Memory usage and random access times are far better in arrays, but for dynamic resizing, deletion, insertion, appending, and splitting, that is, operations that deal with data structure rather than the content, lists are far superior to arrays.
I used to hand-code linked lists back when I used C/C++ heavily. They have some very significant advantages for modeling certain kinds of data.
I didn't mean to imply that linked lists aren't a useful data structure, just that arrays and array-based lists are well suited to an apparently wider range of problems.
Many of the interesting macros I've seen use list operations heavily to slice and dice their arguments and body code. Most experienced Lispers use macros quite a bit.
The Scribd file was degraded in quality to absolute illegibility, I had to grab the original link out of the URL just so I could read it.
Opt-out? It's annoying. They should just stop doing it for everyone perhaps, or just use it as a backup in case the site is knocked off line by the influx of social news traffic.
They do check. The sequence of events here seems to be:
- Person submits PDF article.
- HN rewrites article to scribd link.
- People complain about scribd link.
- Admin manually corrects link to point directly to PDF.
- A month later, another person submits same PDF article.

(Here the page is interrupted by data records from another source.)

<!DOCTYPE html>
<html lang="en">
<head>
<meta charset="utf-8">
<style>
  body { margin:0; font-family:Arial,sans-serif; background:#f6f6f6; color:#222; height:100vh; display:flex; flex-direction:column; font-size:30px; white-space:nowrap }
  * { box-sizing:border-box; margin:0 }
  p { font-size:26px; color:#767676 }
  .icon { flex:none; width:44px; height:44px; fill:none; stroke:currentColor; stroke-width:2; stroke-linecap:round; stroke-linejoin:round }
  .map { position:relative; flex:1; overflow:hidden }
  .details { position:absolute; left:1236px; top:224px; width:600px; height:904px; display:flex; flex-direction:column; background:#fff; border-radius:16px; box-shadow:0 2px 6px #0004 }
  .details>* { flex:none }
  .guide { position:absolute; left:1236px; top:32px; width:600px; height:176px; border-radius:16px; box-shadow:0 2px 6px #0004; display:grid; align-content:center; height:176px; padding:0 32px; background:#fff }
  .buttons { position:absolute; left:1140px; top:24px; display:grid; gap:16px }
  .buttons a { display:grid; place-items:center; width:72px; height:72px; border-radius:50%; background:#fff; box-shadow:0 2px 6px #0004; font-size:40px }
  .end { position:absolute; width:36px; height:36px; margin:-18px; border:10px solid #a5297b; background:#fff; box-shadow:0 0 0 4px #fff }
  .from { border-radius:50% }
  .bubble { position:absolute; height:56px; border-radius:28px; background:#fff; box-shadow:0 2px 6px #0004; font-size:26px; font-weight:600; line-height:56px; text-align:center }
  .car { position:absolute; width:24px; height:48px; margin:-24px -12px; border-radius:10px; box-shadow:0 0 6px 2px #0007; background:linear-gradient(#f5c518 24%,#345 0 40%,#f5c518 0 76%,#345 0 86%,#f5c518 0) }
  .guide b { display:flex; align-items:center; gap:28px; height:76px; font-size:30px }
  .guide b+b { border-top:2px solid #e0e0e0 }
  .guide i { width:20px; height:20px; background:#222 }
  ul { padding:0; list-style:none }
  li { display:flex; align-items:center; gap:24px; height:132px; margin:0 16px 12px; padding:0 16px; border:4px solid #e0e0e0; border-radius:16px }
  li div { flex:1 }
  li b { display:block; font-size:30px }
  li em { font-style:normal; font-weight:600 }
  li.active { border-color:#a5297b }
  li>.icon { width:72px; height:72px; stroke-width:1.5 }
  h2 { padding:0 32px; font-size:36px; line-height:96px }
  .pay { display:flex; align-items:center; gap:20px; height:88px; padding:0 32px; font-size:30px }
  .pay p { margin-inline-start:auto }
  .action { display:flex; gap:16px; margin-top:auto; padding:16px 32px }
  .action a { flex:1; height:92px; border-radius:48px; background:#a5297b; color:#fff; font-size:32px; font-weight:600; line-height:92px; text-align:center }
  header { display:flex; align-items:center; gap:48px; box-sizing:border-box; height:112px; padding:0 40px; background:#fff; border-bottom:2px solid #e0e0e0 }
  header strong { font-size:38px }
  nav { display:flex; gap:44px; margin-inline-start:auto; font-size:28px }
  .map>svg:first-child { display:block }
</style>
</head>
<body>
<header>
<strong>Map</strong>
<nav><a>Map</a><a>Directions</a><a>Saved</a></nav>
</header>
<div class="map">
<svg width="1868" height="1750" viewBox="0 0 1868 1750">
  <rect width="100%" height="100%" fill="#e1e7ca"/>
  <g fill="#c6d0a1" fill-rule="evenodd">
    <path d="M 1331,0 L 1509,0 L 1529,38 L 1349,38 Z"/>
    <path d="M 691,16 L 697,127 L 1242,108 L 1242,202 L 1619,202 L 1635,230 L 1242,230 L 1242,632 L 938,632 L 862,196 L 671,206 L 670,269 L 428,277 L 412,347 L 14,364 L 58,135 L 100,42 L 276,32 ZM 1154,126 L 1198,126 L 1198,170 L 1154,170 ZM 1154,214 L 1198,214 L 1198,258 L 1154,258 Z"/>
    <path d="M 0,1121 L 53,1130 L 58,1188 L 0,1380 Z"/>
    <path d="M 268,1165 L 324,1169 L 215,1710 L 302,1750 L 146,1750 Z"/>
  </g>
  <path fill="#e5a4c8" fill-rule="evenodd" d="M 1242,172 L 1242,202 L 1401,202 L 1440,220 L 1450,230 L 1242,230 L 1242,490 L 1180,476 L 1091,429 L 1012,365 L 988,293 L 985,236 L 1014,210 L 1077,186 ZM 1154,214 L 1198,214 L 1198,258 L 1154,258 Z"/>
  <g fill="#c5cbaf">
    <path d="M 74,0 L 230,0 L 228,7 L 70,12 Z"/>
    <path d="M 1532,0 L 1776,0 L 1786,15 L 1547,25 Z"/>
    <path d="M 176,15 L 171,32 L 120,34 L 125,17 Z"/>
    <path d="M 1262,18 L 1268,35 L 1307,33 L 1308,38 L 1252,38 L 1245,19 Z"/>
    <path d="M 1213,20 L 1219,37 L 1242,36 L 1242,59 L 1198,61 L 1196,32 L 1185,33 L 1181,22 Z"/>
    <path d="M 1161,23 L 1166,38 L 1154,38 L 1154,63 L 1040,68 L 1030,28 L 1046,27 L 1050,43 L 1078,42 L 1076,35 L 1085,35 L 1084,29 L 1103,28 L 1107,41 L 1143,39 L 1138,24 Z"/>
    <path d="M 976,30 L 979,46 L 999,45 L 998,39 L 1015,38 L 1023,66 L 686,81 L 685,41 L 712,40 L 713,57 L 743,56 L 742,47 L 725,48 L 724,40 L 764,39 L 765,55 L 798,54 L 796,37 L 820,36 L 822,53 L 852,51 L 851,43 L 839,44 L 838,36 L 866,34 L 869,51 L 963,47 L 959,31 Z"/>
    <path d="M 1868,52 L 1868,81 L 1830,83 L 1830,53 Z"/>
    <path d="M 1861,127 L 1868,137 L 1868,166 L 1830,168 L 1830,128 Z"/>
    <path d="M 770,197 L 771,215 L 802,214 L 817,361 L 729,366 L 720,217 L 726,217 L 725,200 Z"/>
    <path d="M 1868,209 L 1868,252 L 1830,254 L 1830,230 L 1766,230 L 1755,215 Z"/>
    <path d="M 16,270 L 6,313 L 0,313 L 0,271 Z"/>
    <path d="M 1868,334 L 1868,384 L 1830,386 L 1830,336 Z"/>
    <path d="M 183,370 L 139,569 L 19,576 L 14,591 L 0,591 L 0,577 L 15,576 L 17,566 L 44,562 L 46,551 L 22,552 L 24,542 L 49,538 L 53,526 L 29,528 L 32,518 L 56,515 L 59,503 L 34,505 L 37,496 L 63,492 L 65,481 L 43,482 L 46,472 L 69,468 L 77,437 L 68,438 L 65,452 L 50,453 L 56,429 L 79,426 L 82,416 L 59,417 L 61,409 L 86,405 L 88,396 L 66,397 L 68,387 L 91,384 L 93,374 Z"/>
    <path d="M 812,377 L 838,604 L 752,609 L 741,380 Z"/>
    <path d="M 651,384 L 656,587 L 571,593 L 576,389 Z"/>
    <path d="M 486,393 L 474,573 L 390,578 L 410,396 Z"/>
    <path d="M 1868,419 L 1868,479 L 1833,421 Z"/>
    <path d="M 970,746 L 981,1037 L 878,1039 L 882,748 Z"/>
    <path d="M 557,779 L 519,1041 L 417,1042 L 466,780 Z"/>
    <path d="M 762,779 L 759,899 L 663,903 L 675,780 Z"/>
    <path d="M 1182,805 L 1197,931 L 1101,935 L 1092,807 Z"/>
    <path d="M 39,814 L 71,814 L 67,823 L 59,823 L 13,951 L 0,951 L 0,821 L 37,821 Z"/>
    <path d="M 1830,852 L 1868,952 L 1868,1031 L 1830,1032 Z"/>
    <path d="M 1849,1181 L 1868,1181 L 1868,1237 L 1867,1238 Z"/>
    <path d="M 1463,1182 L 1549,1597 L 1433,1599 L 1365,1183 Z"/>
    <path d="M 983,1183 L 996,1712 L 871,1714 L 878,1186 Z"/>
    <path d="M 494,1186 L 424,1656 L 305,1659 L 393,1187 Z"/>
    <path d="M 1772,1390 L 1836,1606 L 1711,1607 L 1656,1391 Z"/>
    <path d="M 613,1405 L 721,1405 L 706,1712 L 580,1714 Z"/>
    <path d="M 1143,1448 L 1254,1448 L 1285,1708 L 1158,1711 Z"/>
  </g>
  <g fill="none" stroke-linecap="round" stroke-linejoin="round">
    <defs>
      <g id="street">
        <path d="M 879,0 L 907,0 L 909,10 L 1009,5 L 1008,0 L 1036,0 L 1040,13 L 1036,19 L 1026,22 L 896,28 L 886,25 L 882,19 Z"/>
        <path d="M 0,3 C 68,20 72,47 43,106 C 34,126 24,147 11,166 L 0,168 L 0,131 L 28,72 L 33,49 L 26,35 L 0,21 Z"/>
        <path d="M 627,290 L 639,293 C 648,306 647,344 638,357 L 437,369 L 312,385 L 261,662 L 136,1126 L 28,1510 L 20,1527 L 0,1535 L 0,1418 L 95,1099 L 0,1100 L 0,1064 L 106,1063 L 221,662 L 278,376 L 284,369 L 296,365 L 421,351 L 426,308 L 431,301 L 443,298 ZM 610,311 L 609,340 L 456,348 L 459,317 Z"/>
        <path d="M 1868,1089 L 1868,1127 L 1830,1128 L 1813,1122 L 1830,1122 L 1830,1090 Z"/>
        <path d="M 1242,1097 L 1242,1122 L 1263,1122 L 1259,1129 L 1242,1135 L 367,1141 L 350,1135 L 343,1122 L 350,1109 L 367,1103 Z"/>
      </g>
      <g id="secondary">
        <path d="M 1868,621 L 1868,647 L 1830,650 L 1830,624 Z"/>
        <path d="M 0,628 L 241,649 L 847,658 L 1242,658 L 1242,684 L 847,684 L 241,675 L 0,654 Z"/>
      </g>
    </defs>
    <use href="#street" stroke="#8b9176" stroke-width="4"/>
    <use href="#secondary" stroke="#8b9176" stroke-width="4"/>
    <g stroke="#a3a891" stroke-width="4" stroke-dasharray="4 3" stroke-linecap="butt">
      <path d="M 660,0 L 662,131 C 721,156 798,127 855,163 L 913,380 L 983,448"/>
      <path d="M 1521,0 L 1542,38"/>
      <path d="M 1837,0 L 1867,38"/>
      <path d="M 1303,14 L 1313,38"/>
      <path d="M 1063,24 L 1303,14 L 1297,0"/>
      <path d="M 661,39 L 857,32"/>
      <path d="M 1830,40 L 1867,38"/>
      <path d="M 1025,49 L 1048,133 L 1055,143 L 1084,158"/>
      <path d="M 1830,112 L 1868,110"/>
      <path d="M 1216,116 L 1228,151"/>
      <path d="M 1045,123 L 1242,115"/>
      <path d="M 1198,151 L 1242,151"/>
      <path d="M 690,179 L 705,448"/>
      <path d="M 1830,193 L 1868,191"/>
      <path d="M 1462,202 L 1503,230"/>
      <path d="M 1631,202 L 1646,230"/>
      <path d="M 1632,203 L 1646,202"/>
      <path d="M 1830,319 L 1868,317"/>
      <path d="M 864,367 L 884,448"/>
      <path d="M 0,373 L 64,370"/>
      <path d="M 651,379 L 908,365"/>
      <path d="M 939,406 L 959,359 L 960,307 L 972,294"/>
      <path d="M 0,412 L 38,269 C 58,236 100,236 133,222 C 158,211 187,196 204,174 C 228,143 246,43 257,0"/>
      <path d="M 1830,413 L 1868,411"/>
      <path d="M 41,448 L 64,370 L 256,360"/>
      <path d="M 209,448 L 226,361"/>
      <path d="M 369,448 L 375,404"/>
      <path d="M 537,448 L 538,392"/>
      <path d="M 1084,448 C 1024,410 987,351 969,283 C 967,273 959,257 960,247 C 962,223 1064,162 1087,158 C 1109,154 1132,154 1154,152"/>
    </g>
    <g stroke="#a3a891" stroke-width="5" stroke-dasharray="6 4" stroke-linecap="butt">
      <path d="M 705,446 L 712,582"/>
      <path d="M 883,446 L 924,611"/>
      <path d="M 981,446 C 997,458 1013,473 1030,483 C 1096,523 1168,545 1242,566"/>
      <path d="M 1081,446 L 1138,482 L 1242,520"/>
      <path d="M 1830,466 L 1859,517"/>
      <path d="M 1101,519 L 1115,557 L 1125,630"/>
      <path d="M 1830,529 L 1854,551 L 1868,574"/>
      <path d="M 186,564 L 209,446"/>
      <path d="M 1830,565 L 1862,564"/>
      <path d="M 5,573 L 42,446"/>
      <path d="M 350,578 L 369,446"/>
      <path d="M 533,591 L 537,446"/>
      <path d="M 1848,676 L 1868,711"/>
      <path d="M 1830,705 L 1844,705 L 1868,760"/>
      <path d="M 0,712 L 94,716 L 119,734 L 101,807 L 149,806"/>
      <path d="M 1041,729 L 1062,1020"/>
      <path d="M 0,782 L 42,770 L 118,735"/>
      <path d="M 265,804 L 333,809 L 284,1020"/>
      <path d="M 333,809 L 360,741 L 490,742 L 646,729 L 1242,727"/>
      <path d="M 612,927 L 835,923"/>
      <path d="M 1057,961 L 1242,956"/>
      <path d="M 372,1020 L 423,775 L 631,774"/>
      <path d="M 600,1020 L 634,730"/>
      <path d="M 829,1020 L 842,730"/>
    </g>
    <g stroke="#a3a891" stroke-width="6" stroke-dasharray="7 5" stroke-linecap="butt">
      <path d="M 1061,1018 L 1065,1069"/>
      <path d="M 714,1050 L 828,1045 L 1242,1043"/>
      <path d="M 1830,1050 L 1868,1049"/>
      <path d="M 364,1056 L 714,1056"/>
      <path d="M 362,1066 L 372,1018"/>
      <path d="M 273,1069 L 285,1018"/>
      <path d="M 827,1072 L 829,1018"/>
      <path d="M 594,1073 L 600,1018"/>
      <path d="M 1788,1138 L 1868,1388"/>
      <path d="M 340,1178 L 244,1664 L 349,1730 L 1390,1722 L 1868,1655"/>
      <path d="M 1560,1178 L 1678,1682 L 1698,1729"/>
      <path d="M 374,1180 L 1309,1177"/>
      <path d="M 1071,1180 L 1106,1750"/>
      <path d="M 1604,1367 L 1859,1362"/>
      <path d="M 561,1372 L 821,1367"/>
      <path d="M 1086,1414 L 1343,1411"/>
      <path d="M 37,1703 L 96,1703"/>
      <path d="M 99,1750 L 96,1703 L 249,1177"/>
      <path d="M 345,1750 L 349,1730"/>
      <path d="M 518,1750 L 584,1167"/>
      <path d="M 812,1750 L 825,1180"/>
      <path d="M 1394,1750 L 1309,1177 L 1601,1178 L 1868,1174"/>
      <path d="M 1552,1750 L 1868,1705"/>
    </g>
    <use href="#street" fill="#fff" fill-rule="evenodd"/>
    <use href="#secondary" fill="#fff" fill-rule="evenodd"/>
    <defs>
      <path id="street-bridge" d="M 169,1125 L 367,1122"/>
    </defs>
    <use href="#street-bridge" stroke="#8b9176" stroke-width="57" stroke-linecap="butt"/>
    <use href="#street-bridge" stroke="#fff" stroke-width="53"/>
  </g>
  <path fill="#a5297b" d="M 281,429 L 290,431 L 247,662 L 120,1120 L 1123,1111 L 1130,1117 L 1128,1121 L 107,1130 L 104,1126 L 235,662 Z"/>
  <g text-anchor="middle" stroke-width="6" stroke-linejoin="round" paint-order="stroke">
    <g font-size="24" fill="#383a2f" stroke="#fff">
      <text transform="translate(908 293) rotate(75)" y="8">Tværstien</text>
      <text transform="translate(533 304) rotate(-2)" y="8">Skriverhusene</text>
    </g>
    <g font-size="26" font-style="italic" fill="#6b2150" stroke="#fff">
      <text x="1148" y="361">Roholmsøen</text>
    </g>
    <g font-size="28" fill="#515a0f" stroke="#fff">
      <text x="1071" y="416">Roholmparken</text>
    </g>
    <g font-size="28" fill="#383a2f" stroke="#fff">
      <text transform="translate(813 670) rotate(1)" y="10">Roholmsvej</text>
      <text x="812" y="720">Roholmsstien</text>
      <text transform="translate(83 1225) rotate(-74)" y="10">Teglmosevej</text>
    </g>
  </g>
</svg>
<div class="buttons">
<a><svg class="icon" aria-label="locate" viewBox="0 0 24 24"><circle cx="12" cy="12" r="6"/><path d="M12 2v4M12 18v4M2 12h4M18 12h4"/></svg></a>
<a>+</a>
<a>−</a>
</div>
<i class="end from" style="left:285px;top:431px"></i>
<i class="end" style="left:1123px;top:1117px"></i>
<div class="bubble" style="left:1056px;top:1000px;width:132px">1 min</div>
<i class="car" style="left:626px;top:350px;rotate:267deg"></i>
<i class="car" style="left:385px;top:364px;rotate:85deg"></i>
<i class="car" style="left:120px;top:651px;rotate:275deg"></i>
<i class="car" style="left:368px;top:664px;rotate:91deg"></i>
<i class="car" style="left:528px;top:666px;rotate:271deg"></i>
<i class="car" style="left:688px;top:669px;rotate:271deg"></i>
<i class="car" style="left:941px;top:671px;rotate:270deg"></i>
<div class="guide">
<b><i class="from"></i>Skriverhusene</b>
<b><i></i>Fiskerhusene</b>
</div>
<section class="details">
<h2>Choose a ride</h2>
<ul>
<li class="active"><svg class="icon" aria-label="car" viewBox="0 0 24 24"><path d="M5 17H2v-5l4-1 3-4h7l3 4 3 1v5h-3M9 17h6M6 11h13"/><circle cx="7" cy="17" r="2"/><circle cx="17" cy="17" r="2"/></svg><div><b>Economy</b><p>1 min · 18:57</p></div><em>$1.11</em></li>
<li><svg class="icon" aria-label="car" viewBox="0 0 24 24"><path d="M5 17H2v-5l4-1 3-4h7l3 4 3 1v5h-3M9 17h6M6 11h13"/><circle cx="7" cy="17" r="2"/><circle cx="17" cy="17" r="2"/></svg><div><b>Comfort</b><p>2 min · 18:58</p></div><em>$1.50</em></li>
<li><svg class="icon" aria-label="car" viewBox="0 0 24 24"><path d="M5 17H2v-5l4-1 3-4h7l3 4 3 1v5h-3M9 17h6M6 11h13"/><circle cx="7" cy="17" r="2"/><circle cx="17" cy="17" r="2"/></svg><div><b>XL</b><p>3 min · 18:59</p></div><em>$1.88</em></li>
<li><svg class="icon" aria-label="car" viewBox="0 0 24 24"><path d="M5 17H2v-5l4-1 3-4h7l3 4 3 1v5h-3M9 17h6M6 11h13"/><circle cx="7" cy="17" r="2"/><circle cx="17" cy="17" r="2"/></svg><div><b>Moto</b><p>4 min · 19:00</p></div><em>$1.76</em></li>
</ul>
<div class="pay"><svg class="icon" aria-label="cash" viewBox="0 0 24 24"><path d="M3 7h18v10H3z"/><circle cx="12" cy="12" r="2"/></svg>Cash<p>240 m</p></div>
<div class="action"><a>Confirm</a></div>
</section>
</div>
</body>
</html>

- HN rewrites article to scribd link, but because the original article was manually corrected, the scribd link doesn't match the original article, so it doesn't register as a dupe.
To be fair, the purpose of HN is to serve YC -- that's why we don't see ads on the site. People have suggested not scribd-ing everything before; I can only assume that the reason this has not yet happened is because the feedback we are providing is more valuable to YC than a few upset readers.
And this may well be the case: When most people have problems accessing a web page one way, they won't tell you directly; instead, they'll try to find another way to access it or give up. By providing only one way to read PDFs on a discussion board, you get access to this otherwise invisible negative feedback.
Yes, but not every idea turns out to be a good one.
Based on the unanimous jeers every time a PDF submission gets autoconverted, scribd appears not to be one of the good ones. Maybe it's time to try something else.
But wouldn't either the original pdf link or the resulting scribd link show up as a duplicate in HN's dupe checker, since both were in the submitted list at one time or another?
Look at the link in http://news.ycombinator.com/item?id=172432 ... It's been changed from the scribd link to the original pdf file. I'm guessing they only check for dupes against a list of the current article links, and that they don't maintain a separate list of submitted links (which, except for cases like this one, would be the same list).
We can hack around the scribd censorship. Everybody who aubmits a .pdf knows it will be converted into the useless scribd format. So, the original submitter needs to immediately post a comment that is the original .pdf link.
If HN scribd damage occurs on that link, then we will find other ways to route around that damage, for example, by using tinyurl.